Ada kasus yang lagi ramai di dunia jurnalisme Indonesia. Seorang jurnalis senior nekat menggugat perusahaan media besar ke pengadilan demi memperjuangkan haknya. Namanya Gina Yolanda, mantan asisten produser TVOne yang punya pengabdian hampir dua puluh tahun. Dua dekade mengabdi, tapi berakhir dengan PHK sepihak dari perusahaan. Bukan cuma itu, hak pesangonnya pun tidak dibayar tunai, melainkan ditawarkan dalam skema cicilan. Gina tidak terima, dan akhirnya ia bawa kasusnya ke Pengadilan Hubungan Industrial (PHI) Jakarta Pusat.
Beginilah ceritanya. Gina Yolanda adalah jurnalis yang sudah mengabdi di TVOne hampir dua dekade. Tapi pengabdian panjang itu berakhir dengan PHK yang menurut pihak Gina dilakukan secara sepihak tanpa kesepakatan bersama. Padahal, secara hukum ketenagakerjaan Indonesia, PHK harus jadi opsi terakhir setelah semua upaya pencegahan dilakukan. Kalau PHK memang harus terjadi, perusahaan wajib memberi kompensasi layak sesuai masa kerja. Masalah makin pelik karena TVOne dilaporkan menawarkan pesangon dengan skema cicilan, bukan dibayar sekaligus. Ini yang membuat Gina dan para pendukungnya naik pitam.
Secara aturan, baik UU Ketenagakerjaan maupun UU Cipta Kerja, pesangon adalah hak yang harus dibayar segera. Mencicil pesangon secara sepihak jelas melanggar prinsip kepastian hukum dan perlindungan ekonomi pekerja. Belum selesai di situ, ada juga laporan soal penundaan pembayaran gaji terakhir Gina. Tiga masalah sekaligus: PHK sepihak, pesangon dicicil, dan gaji terakhir yang ditunda.

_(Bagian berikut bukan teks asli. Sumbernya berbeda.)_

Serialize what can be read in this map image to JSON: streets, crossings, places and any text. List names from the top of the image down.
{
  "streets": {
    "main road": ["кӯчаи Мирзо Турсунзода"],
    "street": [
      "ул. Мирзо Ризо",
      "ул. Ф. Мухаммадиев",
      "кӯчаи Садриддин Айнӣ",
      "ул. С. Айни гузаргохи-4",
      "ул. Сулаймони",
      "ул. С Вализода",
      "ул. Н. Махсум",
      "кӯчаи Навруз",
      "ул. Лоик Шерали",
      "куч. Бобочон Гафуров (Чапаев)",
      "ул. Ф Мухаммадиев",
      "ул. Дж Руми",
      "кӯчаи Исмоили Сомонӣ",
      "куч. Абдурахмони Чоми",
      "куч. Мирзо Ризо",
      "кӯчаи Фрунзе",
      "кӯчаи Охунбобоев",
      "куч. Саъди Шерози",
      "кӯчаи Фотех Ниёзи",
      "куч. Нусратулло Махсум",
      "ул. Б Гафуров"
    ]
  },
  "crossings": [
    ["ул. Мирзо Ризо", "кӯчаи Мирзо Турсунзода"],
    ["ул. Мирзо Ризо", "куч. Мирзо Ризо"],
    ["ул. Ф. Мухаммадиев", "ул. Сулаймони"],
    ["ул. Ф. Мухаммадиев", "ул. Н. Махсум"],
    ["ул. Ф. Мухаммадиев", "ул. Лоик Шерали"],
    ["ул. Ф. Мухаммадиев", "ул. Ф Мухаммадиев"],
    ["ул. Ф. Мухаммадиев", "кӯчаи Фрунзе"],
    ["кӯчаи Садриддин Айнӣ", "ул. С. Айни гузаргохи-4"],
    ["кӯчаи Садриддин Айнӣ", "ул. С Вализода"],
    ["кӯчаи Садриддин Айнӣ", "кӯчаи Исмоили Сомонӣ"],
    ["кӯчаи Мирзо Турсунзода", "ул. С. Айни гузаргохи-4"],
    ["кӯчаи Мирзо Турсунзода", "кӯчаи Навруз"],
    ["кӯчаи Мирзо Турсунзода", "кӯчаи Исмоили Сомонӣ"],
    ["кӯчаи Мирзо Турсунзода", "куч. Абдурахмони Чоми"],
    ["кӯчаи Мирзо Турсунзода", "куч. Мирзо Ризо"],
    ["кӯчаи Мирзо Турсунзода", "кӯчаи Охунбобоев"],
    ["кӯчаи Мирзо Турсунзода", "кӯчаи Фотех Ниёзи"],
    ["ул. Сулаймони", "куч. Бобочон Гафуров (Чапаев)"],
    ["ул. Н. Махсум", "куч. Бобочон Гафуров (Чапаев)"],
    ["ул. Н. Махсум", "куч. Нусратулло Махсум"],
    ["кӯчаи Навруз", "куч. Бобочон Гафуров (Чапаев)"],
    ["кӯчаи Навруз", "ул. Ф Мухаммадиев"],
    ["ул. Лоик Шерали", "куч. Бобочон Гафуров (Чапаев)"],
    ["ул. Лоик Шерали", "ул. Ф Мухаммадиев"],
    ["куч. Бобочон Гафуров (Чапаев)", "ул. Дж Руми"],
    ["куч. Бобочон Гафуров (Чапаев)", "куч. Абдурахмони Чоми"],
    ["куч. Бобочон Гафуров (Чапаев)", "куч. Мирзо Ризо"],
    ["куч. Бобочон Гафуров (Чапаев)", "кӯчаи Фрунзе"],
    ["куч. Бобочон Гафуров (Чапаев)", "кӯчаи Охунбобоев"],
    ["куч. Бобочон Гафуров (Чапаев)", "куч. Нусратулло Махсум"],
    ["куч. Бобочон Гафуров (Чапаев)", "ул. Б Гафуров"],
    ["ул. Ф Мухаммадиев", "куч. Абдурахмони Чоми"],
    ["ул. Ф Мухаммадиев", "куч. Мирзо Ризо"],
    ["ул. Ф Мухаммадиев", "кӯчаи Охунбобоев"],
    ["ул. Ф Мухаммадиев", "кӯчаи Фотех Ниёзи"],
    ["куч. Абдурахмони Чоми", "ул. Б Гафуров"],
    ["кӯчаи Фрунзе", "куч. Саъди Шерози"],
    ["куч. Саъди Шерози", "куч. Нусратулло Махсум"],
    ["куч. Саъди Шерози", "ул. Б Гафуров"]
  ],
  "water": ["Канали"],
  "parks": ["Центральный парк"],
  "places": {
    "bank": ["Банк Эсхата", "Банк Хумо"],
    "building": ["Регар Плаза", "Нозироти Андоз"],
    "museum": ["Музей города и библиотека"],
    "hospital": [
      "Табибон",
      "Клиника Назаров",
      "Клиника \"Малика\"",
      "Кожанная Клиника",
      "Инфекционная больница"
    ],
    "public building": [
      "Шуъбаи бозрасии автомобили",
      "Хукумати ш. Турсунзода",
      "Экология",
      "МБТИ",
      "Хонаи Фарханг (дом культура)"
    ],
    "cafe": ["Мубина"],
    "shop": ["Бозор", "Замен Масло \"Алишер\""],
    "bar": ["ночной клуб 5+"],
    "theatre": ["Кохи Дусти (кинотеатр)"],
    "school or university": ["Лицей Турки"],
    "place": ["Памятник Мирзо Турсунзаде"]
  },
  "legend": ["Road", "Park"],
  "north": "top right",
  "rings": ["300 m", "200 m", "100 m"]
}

Sidang perdana digelar pada 7 Januari 2026 di PHI Jakarta Pusat. Gina hadir dengan berkas lengkap dan siap tempur di hadapan majelis hakim. Sementara pihak TVOne, yaitu PT Lativi Mediakarya, dilaporkan belum melengkapi administrasi yang diminta hakim. Kini sidang kabarnya sudah memasuki tahap pemeriksaan saksi dari pihak penggugat. Tahap ini menjadi krusial sebelum hakim bisa menilai inti dari sengketa yang diperdebatkan.
Lalu, apa saja yang Gina tuntut di pengadilan? Pertama, pembayaran hak normatif penuh secara tunai dan sekaligus, bukan dicicil. Kedua, uang paksa atau *dwangsom* sebesar satu juta rupiah per hari kalau perusahaan telat bayar. Ketiga, putusan yang bisa langsung dijalankan atau dikenal sebagai putusan serta-merta. Tuntutan ini bukan hanya soal Gina pribadi, tetapi soal prinsip keadilan yang harus ditegakkan.
Gina tidak sendirian berjuang. Aliansi Jurnalis Independen (AJI) Jakarta dan LBH Pers berdiri di belakangnya. Mereka menegaskan bahwa praktik pencicilan pesangon bisa menjadi preseden buruk bagi seluruh pekerja media Indonesia. Jika ini dibiarkan, bukan mustahil perusahaan media lain ikut-ikutan melakukan hal serupa. Pekerja media yang lain bisa menjadi korban berikutnya tanpa bisa berbuat banyak. Ini bukan sekadar kasus individual, melainkan soal sistem perlindungan pekerja media secara keseluruhan.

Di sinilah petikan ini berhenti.